*Task*
The entries below are to be returned as written, with all pictures dropped.

Dataset items
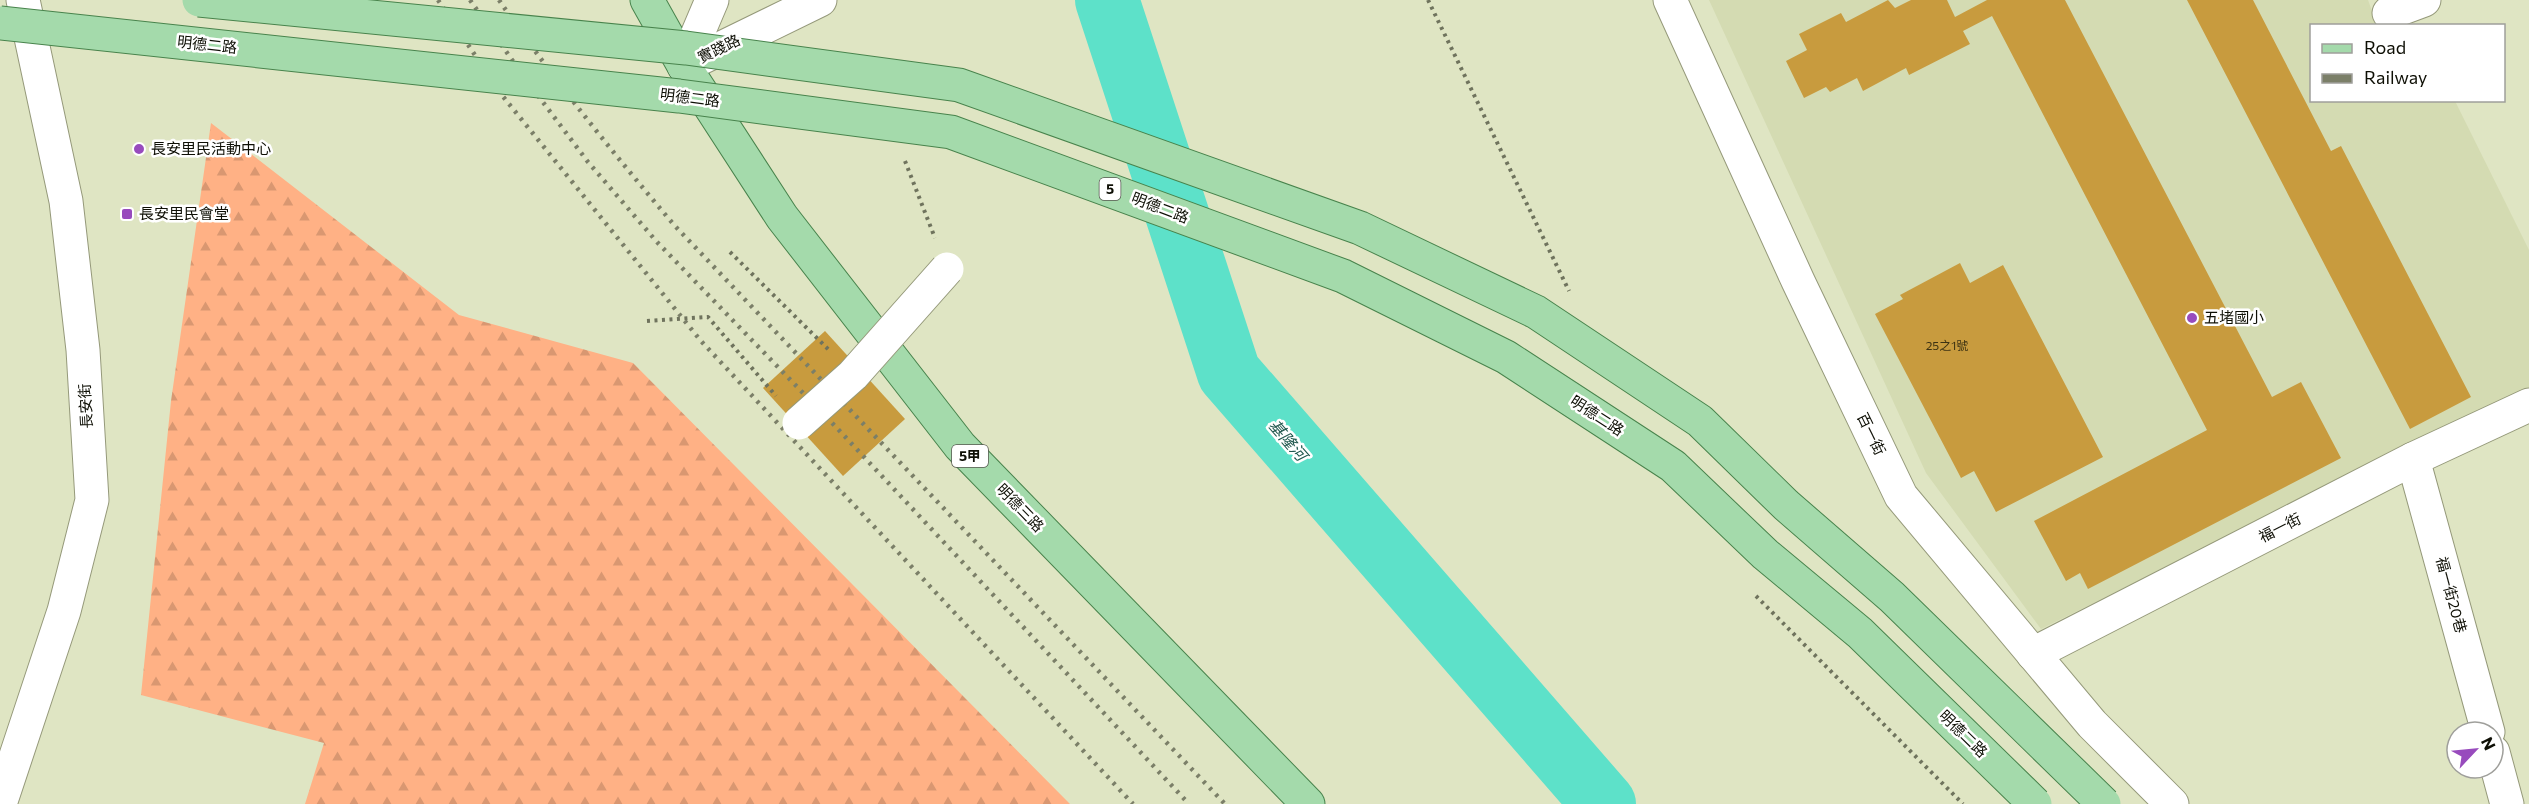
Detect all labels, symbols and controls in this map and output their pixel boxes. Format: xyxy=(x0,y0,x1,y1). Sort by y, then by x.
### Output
legend xyxy=(2310,24,2505,102)
street label: 實踐路 xyxy=(694,30,743,66)
street label: 明德二路 xyxy=(176,32,238,56)
text: Road xyxy=(2364,36,2406,58)
text: Railway xyxy=(2364,66,2427,88)
street label: 明德二路 xyxy=(659,84,721,110)
place label: 長安里民活動中心 xyxy=(151,139,271,157)
marker: 長安里民活動中心 xyxy=(132,142,146,156)
road number: 5 xyxy=(1100,178,1120,200)
street label: 明德二路 xyxy=(1129,188,1192,226)
place label: 長安里民會堂 xyxy=(139,204,229,222)
marker: 長安里民會堂 xyxy=(120,207,134,221)
place label: 五堵國小 xyxy=(2204,308,2264,326)
marker: 五堵國小 xyxy=(2185,311,2199,325)
house number: 25之1號 xyxy=(1926,338,1968,352)
street label: 長安街 xyxy=(75,383,95,429)
street label: 明德二路 xyxy=(1567,391,1628,439)
street label: 百一街 xyxy=(1854,409,1890,458)
water label: 基隆河 xyxy=(1265,415,1313,466)
road number: 5甲 xyxy=(952,445,988,467)
street label: 明德三路 xyxy=(993,479,1048,535)
street label: 福一街 xyxy=(2255,509,2304,545)
street label: 福一街20巷 xyxy=(2433,555,2471,635)
street label: 明德二路 xyxy=(1936,706,1992,761)
north arrow xyxy=(2445,720,2505,780)
text: N xyxy=(2478,734,2500,753)

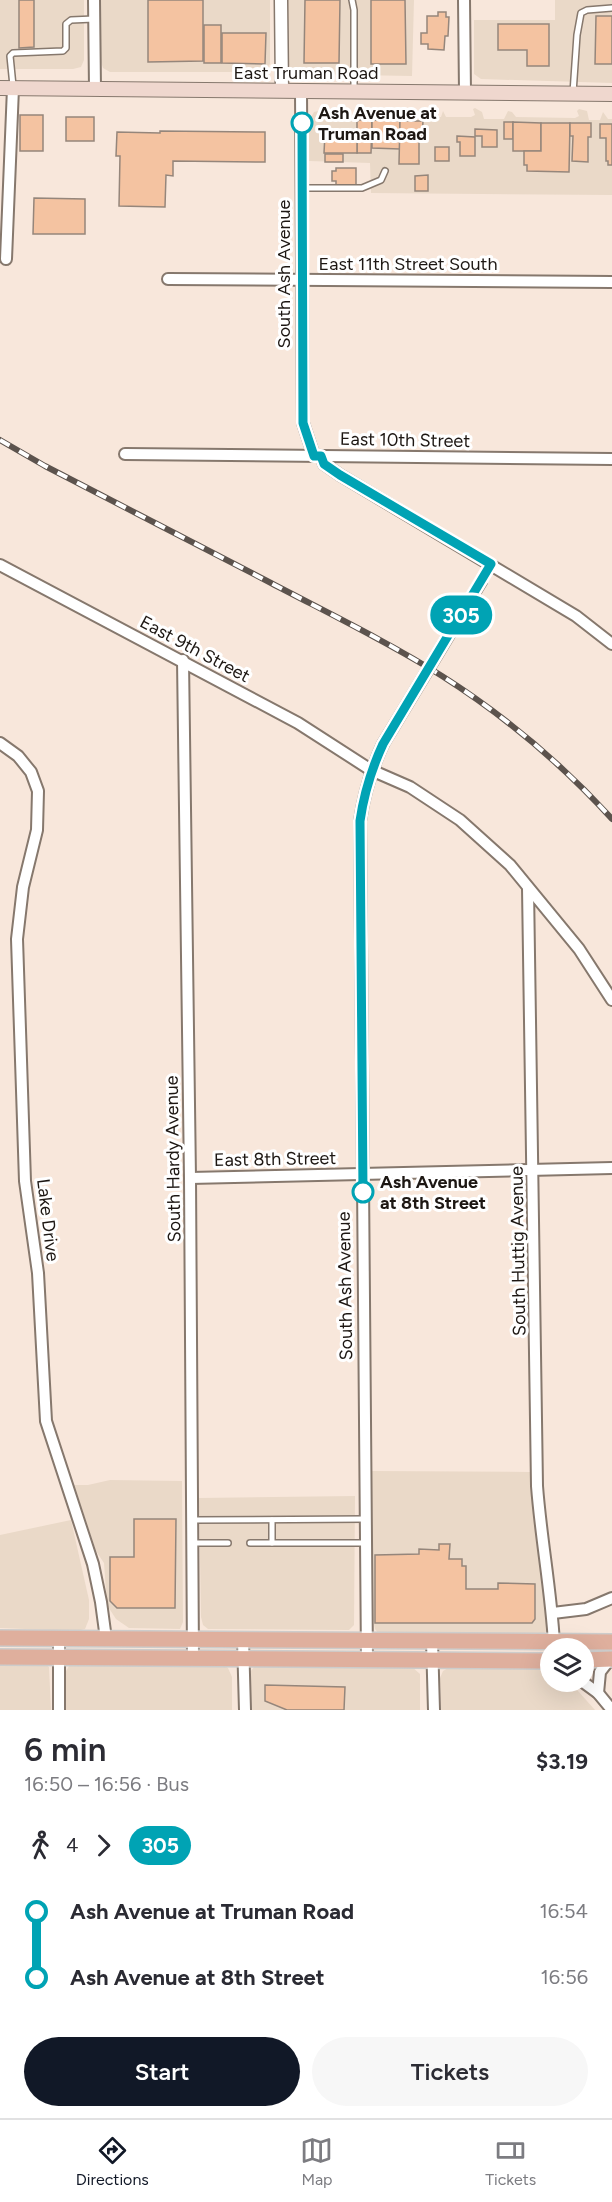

*Written answer*
Detect all labels, symbols and controls in this map and output their pixel boxes. Format: xyxy=(x0,y0,x1,y1). Sort by y, then by x.
### Output
legend xyxy=(2310,24,2505,102)
street label: 實踐路 xyxy=(694,30,743,66)
street label: 明德二路 xyxy=(176,32,238,56)
text: Road xyxy=(2364,36,2406,58)
text: Railway xyxy=(2364,66,2427,88)
street label: 明德二路 xyxy=(659,84,721,110)
place label: 長安里民活動中心 xyxy=(151,139,271,157)
marker: 長安里民活動中心 xyxy=(132,142,146,156)
road number: 5 xyxy=(1100,178,1120,200)
street label: 明德二路 xyxy=(1129,188,1192,226)
place label: 長安里民會堂 xyxy=(139,204,229,222)
marker: 長安里民會堂 xyxy=(120,207,134,221)
place label: 五堵國小 xyxy=(2204,308,2264,326)
marker: 五堵國小 xyxy=(2185,311,2199,325)
house number: 25之1號 xyxy=(1926,338,1968,352)
street label: 長安街 xyxy=(75,383,95,429)
street label: 明德二路 xyxy=(1567,391,1628,439)
street label: 百一街 xyxy=(1854,409,1890,458)
water label: 基隆河 xyxy=(1265,415,1313,466)
road number: 5甲 xyxy=(952,445,988,467)
street label: 明德三路 xyxy=(993,479,1048,535)
street label: 福一街 xyxy=(2255,509,2304,545)
street label: 福一街20巷 xyxy=(2433,555,2471,635)
street label: 明德二路 xyxy=(1936,706,1992,761)
north arrow xyxy=(2445,720,2505,780)
text: N xyxy=(2478,734,2500,753)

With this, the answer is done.